- [TASK TO COMPLETE]
Copy out the entire listing below exactly, but without its pictures.

- [INFORMATION SHOWN]
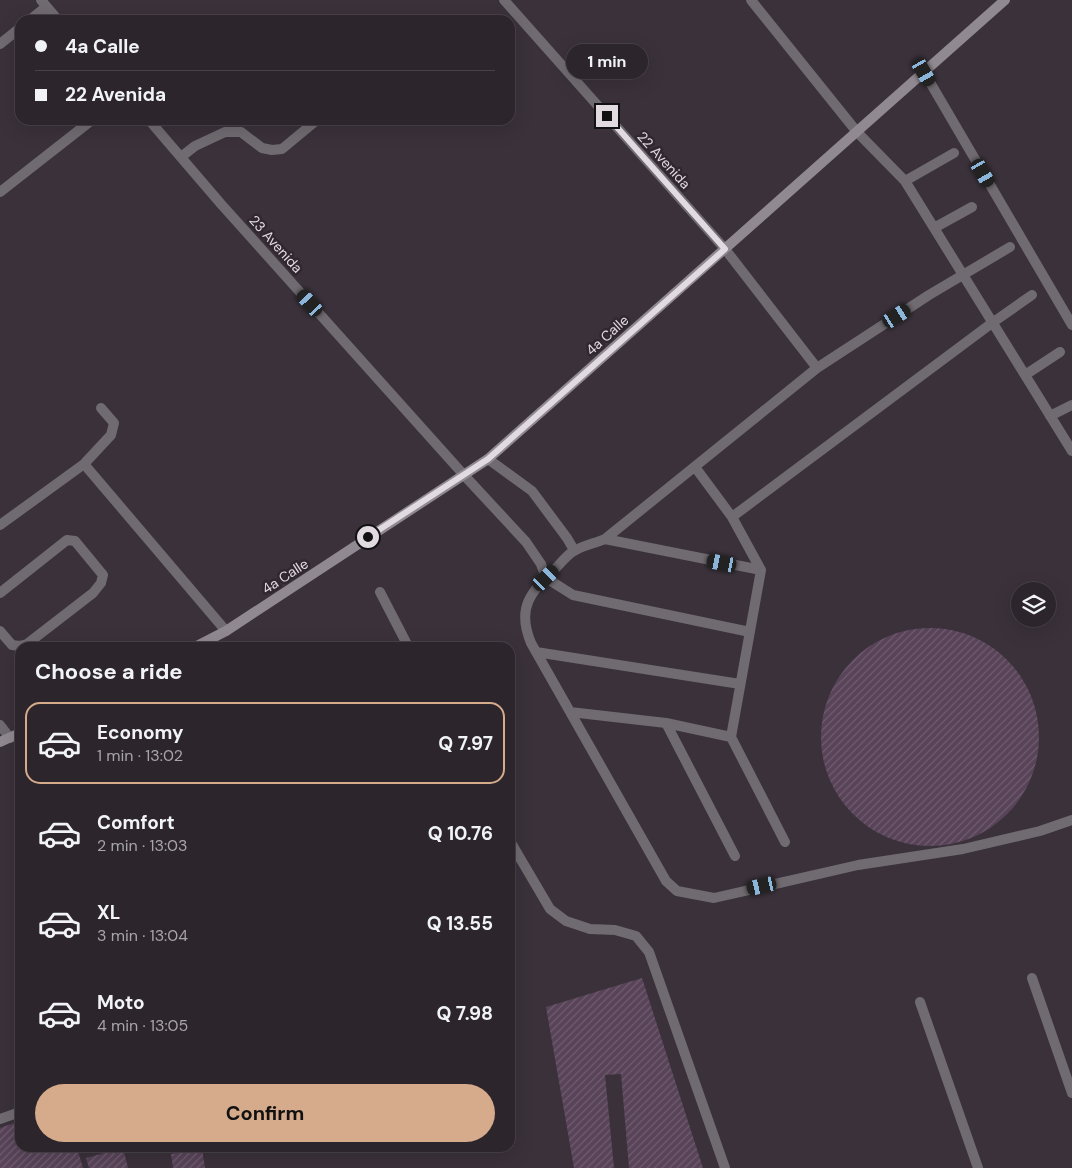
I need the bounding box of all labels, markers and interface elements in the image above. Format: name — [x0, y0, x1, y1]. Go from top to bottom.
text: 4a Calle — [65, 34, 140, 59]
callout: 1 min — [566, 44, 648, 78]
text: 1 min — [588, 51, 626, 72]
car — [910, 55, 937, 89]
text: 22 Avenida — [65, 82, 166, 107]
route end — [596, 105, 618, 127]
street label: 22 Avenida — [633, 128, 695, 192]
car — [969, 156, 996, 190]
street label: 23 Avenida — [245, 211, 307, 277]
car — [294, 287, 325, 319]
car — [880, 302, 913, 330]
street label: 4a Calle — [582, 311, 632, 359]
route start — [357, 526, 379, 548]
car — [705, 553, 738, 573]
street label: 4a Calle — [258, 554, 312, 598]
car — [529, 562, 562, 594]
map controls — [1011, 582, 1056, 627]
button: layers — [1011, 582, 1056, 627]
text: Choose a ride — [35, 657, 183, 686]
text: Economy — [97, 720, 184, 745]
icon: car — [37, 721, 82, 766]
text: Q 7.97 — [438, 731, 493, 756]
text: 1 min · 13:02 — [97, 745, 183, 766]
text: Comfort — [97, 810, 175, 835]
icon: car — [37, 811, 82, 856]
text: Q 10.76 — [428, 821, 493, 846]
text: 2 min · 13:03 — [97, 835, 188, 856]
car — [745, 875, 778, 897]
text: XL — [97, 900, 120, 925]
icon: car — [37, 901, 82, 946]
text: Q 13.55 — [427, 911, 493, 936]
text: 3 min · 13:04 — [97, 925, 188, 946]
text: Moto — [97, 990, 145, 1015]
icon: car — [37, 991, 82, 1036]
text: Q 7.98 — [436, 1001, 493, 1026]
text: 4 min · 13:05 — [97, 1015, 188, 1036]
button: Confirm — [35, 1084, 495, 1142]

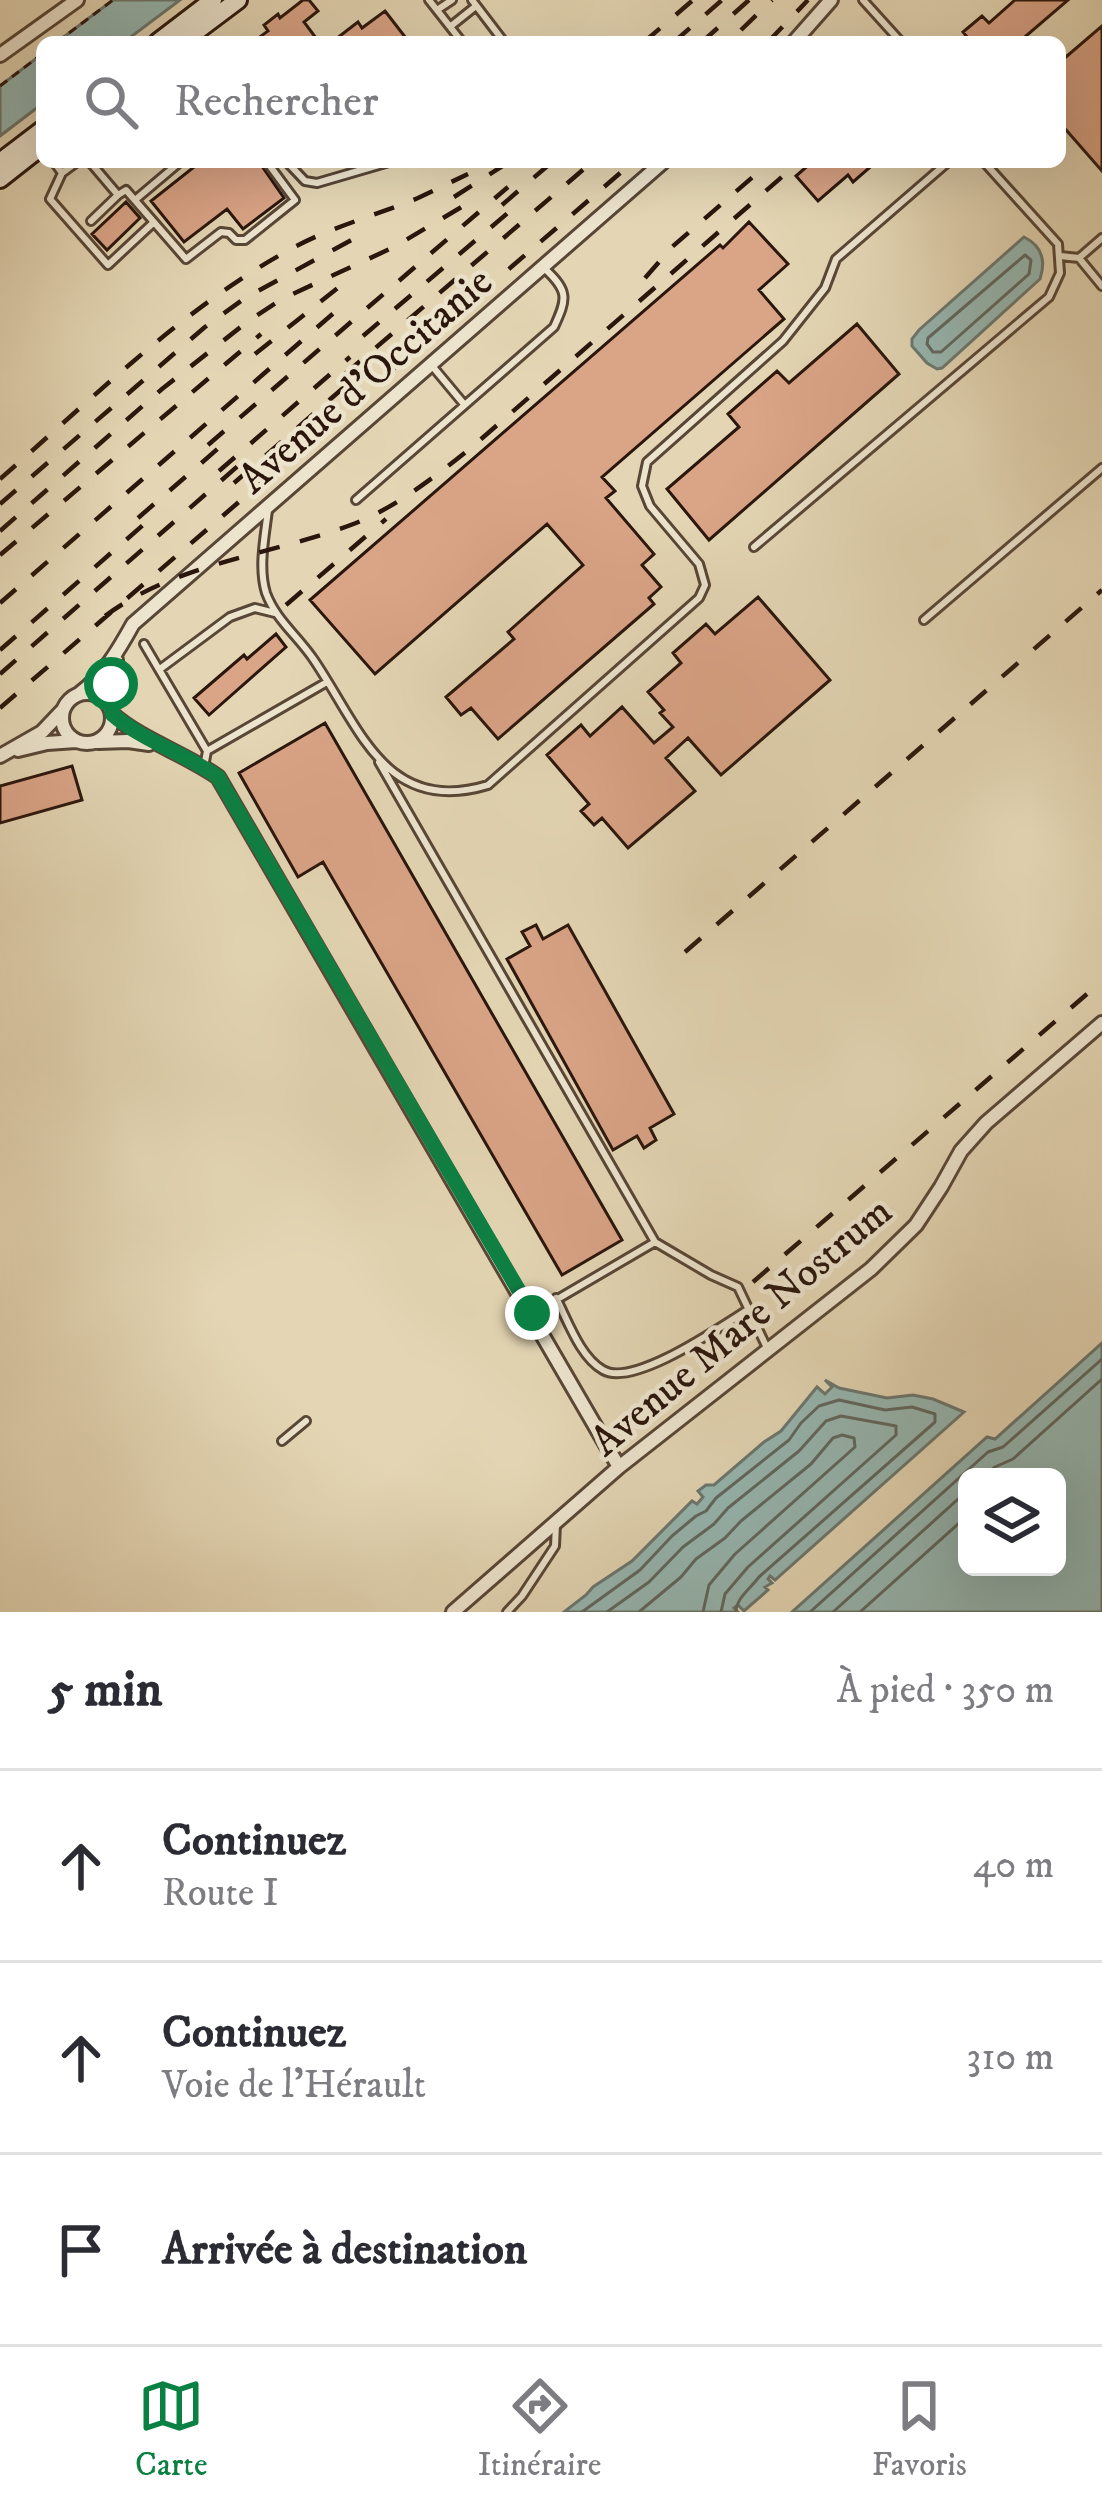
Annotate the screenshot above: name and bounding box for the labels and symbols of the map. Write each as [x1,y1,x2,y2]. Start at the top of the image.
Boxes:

- [SOLUTION TO THIS TASK]
I need the bounding box of all labels, markers and interface elements in the image above. Format: name — [x0, y0, x1, y1]. Go from top to bottom.
text: 4a Calle — [65, 34, 140, 59]
callout: 1 min — [566, 44, 648, 78]
text: 1 min — [588, 51, 626, 72]
car — [910, 55, 937, 89]
text: 22 Avenida — [65, 82, 166, 107]
route end — [596, 105, 618, 127]
street label: 22 Avenida — [633, 128, 695, 192]
car — [969, 156, 996, 190]
street label: 23 Avenida — [245, 211, 307, 277]
car — [294, 287, 325, 319]
car — [880, 302, 913, 330]
street label: 4a Calle — [582, 311, 632, 359]
route start — [357, 526, 379, 548]
car — [705, 553, 738, 573]
street label: 4a Calle — [258, 554, 312, 598]
car — [529, 562, 562, 594]
map controls — [1011, 582, 1056, 627]
button: layers — [1011, 582, 1056, 627]
text: Choose a ride — [35, 657, 183, 686]
text: Economy — [97, 720, 184, 745]
icon: car — [37, 721, 82, 766]
text: Q 7.97 — [438, 731, 493, 756]
text: 1 min · 13:02 — [97, 745, 183, 766]
text: Comfort — [97, 810, 175, 835]
icon: car — [37, 811, 82, 856]
text: Q 10.76 — [428, 821, 493, 846]
text: 2 min · 13:03 — [97, 835, 188, 856]
car — [745, 875, 778, 897]
text: XL — [97, 900, 120, 925]
icon: car — [37, 901, 82, 946]
text: Q 13.55 — [427, 911, 493, 936]
text: 3 min · 13:04 — [97, 925, 188, 946]
text: Moto — [97, 990, 145, 1015]
icon: car — [37, 991, 82, 1036]
text: Q 7.98 — [436, 1001, 493, 1026]
text: 4 min · 13:05 — [97, 1015, 188, 1036]
button: Confirm — [35, 1084, 495, 1142]

Annotate the screenshot above: name and bounding box for the labels and symbols of the map. Write each as [x1,y1,x2,y2]. Start at the top of the image.
Boxes:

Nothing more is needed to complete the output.